## About this task
From the first entry to the last, copy each one exactly.

## Data to process
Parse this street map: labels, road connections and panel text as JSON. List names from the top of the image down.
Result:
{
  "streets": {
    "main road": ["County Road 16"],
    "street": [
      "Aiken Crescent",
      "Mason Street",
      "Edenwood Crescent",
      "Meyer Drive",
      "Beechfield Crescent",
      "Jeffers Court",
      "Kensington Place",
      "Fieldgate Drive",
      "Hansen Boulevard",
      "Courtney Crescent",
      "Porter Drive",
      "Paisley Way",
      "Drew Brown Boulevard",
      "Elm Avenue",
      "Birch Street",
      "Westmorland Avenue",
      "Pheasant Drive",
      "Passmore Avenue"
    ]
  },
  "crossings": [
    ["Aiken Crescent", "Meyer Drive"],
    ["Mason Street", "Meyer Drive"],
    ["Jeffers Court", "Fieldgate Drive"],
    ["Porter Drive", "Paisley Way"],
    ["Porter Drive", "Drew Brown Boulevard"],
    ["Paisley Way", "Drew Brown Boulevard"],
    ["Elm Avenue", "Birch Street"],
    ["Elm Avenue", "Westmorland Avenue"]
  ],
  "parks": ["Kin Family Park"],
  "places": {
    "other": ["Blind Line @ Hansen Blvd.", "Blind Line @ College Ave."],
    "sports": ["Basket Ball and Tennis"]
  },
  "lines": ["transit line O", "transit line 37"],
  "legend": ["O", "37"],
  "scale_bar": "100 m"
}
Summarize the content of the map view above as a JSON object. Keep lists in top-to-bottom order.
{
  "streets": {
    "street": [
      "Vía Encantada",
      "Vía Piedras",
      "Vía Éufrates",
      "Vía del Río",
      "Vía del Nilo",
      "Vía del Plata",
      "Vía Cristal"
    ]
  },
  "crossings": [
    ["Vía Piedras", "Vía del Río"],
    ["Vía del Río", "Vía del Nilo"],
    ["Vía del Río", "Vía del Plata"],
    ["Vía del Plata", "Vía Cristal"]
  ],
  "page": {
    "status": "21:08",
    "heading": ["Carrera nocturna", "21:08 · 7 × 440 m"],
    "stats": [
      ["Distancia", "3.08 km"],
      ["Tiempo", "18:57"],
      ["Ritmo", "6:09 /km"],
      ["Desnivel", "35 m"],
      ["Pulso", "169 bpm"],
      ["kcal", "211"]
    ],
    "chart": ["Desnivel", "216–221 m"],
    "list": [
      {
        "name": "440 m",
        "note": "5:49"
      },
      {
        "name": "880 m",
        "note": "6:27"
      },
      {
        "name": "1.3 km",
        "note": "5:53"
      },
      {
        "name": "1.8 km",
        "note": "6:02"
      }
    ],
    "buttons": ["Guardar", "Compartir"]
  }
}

## Written response
Parse this street map: labels, road connections and panel text as JSON. List names from the top of the image down.
Result:
{
  "streets": {
    "main road": ["County Road 16"],
    "street": [
      "Aiken Crescent",
      "Mason Street",
      "Edenwood Crescent",
      "Meyer Drive",
      "Beechfield Crescent",
      "Jeffers Court",
      "Kensington Place",
      "Fieldgate Drive",
      "Hansen Boulevard",
      "Courtney Crescent",
      "Porter Drive",
      "Paisley Way",
      "Drew Brown Boulevard",
      "Elm Avenue",
      "Birch Street",
      "Westmorland Avenue",
      "Pheasant Drive",
      "Passmore Avenue"
    ]
  },
  "crossings": [
    ["Aiken Crescent", "Meyer Drive"],
    ["Mason Street", "Meyer Drive"],
    ["Jeffers Court", "Fieldgate Drive"],
    ["Porter Drive", "Paisley Way"],
    ["Porter Drive", "Drew Brown Boulevard"],
    ["Paisley Way", "Drew Brown Boulevard"],
    ["Elm Avenue", "Birch Street"],
    ["Elm Avenue", "Westmorland Avenue"]
  ],
  "parks": ["Kin Family Park"],
  "places": {
    "other": ["Blind Line @ Hansen Blvd.", "Blind Line @ College Ave."],
    "sports": ["Basket Ball and Tennis"]
  },
  "lines": ["transit line O", "transit line 37"],
  "legend": ["O", "37"],
  "scale_bar": "100 m"
}
Summarize the content of the map view above as a JSON object. Keep lists in top-to-bottom order.
{
  "streets": {
    "street": [
      "Vía Encantada",
      "Vía Piedras",
      "Vía Éufrates",
      "Vía del Río",
      "Vía del Nilo",
      "Vía del Plata",
      "Vía Cristal"
    ]
  },
  "crossings": [
    ["Vía Piedras", "Vía del Río"],
    ["Vía del Río", "Vía del Nilo"],
    ["Vía del Río", "Vía del Plata"],
    ["Vía del Plata", "Vía Cristal"]
  ],
  "page": {
    "status": "21:08",
    "heading": ["Carrera nocturna", "21:08 · 7 × 440 m"],
    "stats": [
      ["Distancia", "3.08 km"],
      ["Tiempo", "18:57"],
      ["Ritmo", "6:09 /km"],
      ["Desnivel", "35 m"],
      ["Pulso", "169 bpm"],
      ["kcal", "211"]
    ],
    "chart": ["Desnivel", "216–221 m"],
    "list": [
      {
        "name": "440 m",
        "note": "5:49"
      },
      {
        "name": "880 m",
        "note": "6:27"
      },
      {
        "name": "1.3 km",
        "note": "5:53"
      },
      {
        "name": "1.8 km",
        "note": "6:02"
      }
    ],
    "buttons": ["Guardar", "Compartir"]
  }
}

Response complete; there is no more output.